The records below:

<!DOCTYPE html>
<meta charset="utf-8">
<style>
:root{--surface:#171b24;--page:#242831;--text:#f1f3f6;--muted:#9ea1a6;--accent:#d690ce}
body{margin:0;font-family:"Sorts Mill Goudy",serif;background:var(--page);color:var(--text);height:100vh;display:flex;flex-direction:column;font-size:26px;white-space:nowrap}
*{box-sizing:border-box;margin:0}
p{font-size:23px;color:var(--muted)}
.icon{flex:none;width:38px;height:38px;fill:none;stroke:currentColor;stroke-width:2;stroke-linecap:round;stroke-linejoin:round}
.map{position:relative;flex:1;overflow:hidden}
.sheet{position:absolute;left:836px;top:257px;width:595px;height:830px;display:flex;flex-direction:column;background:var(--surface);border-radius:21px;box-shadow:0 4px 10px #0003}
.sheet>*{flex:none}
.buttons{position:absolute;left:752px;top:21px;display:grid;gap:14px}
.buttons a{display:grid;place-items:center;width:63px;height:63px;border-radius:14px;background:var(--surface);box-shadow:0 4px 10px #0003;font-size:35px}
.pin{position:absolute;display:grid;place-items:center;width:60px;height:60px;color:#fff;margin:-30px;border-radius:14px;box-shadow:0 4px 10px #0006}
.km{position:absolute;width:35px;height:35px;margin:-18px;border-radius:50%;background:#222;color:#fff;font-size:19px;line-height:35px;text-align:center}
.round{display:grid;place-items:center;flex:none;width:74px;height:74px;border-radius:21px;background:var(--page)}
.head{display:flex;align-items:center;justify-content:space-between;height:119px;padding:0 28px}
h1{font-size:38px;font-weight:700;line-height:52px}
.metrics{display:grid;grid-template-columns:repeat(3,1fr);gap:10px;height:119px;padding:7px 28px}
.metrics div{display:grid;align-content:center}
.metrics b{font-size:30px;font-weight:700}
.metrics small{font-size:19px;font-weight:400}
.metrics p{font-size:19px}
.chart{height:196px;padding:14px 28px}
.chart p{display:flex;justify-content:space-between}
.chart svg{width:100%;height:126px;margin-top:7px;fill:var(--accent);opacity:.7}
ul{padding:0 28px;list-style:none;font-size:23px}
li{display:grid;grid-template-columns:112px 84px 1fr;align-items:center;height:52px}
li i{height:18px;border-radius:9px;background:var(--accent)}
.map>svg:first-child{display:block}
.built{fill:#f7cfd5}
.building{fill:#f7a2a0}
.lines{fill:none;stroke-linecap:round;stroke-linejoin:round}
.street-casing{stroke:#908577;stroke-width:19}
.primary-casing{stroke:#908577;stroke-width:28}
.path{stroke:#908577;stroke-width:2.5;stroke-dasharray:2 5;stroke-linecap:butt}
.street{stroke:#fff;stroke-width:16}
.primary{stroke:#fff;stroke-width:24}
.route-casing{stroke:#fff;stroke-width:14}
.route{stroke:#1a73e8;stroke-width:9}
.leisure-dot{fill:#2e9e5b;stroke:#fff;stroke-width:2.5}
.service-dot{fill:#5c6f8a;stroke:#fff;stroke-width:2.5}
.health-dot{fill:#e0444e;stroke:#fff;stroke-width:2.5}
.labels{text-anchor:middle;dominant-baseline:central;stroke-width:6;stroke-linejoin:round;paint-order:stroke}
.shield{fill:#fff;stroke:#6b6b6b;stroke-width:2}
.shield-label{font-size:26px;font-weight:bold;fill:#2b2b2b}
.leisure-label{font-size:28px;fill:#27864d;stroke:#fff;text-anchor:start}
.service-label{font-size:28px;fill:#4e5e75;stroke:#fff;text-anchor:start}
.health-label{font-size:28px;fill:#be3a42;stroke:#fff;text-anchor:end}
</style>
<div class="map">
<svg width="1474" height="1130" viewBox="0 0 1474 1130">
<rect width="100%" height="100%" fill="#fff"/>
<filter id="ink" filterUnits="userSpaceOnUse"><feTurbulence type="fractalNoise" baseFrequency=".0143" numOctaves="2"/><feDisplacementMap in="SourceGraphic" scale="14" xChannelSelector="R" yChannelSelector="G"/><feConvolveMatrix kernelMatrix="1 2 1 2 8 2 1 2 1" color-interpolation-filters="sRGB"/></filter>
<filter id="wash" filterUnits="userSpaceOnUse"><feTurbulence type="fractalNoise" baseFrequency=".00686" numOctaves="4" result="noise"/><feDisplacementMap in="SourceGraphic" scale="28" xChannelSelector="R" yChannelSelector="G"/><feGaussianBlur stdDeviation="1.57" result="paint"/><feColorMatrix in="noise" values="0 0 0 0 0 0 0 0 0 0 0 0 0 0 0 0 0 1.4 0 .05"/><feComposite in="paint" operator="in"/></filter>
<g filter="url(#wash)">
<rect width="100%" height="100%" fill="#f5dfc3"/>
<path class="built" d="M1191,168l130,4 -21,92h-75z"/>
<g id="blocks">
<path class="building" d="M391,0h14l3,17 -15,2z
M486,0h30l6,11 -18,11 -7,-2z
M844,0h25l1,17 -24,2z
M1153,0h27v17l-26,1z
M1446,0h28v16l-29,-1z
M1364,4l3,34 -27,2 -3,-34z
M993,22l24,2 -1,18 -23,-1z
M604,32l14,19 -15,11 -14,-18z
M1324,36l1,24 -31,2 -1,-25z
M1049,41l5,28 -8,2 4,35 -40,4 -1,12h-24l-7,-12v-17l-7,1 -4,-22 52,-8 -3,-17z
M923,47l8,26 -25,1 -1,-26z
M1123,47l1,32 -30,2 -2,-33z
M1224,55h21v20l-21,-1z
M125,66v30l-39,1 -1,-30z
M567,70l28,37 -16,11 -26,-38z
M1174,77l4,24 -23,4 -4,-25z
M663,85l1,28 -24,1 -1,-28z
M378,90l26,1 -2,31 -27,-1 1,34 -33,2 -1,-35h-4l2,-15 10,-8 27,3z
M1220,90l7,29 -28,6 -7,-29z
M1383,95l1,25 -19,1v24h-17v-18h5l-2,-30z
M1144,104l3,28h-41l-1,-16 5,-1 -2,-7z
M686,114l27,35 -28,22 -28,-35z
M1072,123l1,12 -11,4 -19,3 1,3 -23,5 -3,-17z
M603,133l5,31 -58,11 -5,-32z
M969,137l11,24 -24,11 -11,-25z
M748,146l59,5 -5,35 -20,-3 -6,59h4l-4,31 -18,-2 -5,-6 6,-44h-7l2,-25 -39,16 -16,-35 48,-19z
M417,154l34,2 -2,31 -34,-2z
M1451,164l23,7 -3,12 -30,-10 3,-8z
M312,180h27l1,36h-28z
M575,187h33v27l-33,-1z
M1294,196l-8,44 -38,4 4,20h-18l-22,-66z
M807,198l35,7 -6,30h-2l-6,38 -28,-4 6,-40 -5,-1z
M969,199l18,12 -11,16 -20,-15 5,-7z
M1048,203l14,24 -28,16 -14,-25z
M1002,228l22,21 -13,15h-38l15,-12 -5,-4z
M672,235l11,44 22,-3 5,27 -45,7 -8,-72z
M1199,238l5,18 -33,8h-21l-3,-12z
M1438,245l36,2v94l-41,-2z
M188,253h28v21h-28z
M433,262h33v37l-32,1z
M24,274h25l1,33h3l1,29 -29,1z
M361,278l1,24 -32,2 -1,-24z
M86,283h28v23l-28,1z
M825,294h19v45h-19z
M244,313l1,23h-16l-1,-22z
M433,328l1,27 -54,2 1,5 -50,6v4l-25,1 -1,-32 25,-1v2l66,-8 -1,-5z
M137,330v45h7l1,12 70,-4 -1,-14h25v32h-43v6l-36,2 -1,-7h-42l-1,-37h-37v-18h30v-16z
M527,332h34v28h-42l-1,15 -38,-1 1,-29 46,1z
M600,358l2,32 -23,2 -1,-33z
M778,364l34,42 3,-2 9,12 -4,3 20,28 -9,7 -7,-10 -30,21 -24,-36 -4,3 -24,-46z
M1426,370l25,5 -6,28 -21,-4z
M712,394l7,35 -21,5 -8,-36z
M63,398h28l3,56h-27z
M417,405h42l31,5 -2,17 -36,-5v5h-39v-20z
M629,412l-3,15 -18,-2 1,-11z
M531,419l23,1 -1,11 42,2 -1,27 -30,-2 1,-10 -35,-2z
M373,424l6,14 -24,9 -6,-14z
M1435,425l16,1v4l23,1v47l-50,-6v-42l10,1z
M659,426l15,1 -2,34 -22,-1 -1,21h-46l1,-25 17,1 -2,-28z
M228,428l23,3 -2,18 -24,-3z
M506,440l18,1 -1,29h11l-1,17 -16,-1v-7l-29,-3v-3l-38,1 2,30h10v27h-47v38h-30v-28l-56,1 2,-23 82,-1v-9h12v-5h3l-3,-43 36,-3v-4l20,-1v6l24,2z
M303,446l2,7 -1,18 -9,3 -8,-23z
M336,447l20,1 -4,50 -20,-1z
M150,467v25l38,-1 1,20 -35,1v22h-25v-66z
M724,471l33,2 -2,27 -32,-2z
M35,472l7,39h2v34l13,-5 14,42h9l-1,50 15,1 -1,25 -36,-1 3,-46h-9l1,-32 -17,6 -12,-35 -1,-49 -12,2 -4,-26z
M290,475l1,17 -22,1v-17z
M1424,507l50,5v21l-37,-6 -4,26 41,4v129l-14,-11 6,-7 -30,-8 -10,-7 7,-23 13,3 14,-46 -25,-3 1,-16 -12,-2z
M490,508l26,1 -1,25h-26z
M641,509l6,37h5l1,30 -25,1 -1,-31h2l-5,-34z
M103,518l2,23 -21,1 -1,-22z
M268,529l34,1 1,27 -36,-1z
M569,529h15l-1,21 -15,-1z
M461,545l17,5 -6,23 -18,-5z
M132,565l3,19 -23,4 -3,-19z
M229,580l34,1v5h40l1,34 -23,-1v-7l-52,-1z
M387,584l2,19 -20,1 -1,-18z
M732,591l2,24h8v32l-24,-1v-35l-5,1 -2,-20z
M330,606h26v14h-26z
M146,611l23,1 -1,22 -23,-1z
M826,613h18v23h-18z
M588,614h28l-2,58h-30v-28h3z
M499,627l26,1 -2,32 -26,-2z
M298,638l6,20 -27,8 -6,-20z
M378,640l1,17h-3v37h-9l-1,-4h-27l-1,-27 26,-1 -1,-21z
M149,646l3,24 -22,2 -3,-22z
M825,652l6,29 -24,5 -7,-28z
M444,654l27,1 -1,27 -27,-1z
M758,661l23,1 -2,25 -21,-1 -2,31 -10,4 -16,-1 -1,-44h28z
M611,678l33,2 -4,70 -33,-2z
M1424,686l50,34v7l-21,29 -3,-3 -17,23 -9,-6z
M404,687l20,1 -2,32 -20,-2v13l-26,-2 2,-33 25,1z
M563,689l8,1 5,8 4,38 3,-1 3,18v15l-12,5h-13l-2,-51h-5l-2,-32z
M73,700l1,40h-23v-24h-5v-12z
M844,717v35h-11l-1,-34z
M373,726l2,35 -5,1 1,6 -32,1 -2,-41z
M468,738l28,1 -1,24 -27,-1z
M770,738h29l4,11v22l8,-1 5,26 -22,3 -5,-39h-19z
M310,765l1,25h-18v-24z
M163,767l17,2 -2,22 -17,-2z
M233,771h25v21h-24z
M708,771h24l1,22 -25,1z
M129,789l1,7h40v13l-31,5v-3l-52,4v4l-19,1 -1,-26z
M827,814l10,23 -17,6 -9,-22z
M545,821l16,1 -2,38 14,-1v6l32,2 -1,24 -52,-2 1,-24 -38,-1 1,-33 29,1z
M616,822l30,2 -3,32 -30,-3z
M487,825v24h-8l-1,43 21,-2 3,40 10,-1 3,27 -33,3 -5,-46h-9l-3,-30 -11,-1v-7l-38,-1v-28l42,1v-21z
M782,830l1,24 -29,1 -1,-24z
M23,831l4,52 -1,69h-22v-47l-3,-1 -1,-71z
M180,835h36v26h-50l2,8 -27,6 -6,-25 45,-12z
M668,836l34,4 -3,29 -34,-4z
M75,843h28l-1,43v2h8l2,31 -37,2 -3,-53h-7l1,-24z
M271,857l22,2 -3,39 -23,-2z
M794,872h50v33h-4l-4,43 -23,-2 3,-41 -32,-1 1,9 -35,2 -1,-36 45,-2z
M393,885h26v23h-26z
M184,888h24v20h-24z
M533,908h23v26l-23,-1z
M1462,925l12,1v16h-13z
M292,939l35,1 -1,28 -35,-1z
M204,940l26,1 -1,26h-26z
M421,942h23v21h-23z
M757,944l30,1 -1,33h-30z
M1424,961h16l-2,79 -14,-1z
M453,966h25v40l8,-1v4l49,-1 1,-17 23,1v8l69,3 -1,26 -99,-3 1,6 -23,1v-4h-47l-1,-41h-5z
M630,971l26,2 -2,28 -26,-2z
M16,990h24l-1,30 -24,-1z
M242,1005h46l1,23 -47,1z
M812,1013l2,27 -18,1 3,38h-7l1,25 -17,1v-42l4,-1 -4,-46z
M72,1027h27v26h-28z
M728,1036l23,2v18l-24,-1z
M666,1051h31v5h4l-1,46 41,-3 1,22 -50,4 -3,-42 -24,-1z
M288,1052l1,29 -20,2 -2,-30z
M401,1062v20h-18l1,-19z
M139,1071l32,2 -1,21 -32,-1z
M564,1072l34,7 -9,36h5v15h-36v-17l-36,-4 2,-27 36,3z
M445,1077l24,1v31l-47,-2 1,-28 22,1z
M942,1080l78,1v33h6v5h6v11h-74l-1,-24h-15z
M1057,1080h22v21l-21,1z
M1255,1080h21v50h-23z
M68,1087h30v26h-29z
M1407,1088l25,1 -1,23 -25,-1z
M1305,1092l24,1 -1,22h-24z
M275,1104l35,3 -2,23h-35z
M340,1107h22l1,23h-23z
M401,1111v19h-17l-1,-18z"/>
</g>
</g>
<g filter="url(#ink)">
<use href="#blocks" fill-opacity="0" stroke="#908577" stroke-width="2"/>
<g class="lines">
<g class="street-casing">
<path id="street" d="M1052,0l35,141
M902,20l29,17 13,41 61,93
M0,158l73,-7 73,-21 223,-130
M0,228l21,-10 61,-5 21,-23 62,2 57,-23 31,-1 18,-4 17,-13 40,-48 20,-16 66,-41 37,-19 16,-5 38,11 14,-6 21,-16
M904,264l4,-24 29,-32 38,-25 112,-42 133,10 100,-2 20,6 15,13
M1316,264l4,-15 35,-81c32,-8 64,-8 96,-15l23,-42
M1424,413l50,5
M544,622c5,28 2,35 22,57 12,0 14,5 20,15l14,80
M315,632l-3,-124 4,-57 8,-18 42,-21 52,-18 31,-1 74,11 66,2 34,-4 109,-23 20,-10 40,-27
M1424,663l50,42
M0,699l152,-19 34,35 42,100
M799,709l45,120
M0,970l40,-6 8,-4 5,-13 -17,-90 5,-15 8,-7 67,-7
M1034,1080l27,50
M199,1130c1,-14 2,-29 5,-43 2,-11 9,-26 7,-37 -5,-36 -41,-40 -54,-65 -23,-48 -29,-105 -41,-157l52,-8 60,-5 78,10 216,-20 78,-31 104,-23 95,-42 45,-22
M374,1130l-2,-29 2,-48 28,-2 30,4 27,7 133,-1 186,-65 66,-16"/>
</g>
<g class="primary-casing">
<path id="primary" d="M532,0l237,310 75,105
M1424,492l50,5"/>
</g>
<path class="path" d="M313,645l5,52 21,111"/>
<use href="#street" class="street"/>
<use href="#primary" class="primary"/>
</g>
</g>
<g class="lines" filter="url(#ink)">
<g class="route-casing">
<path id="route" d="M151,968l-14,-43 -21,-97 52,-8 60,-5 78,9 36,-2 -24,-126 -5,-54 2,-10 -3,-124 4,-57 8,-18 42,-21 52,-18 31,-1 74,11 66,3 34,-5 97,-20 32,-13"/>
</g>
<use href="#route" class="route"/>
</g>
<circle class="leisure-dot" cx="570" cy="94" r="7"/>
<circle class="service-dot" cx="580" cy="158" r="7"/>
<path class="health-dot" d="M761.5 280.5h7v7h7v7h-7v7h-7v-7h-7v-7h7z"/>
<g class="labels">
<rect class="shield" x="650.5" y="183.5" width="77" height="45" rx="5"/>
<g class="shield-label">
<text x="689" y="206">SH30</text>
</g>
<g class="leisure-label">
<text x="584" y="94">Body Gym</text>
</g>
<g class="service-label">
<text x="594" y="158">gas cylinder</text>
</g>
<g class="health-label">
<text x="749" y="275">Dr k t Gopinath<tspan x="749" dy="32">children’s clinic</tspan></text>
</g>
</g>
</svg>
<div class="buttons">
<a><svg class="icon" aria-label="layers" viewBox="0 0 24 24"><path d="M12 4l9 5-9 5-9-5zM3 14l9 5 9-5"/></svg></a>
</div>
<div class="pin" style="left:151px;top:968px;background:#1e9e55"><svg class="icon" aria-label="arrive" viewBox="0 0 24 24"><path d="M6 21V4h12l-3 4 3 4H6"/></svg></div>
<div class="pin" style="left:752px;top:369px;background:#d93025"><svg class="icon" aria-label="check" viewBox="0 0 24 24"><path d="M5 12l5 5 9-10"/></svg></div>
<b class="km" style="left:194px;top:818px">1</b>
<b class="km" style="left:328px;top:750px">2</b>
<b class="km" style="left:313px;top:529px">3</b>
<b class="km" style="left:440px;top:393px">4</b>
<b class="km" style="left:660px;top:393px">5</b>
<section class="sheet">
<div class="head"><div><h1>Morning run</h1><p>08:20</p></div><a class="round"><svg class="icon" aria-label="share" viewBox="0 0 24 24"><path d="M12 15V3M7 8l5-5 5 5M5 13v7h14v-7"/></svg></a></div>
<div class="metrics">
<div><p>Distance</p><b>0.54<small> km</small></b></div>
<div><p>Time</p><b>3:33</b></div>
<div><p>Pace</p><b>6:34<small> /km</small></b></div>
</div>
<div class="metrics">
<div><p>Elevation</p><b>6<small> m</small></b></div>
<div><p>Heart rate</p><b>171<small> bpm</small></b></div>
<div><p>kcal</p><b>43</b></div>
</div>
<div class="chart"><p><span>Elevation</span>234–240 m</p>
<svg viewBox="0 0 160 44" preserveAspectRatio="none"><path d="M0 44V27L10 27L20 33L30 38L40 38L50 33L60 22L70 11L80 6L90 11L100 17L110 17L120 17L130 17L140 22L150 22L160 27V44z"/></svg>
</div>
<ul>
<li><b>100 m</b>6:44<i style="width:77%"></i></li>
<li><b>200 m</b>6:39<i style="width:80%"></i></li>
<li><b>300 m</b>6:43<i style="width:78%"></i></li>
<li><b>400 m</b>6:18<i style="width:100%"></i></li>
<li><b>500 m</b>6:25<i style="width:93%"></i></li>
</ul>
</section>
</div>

End of The records.

> _Exercise goal_
Only lines that contain "wash" are needed, so copy each of them from the data.

> _Answer to the exercise_
<filter id="wash" filterUnits="userSpaceOnUse"><feTurbulence type="fractalNoise" baseFrequency=".00686" numOctaves="4" result="noise"/><feDisplacementMap in="SourceGraphic" scale="28" xChannelSelector="R" yChannelSelector="G"/><feGaussianBlur stdDeviation="1.57" result="paint"/><feColorMatrix in="noise" values="0 0 0 0 0 0 0 0 0 0 0 0 0 0 0 0 0 1.4 0 .05"/><feComposite in="paint" operator="in"/></filter>
<g filter="url(#wash)">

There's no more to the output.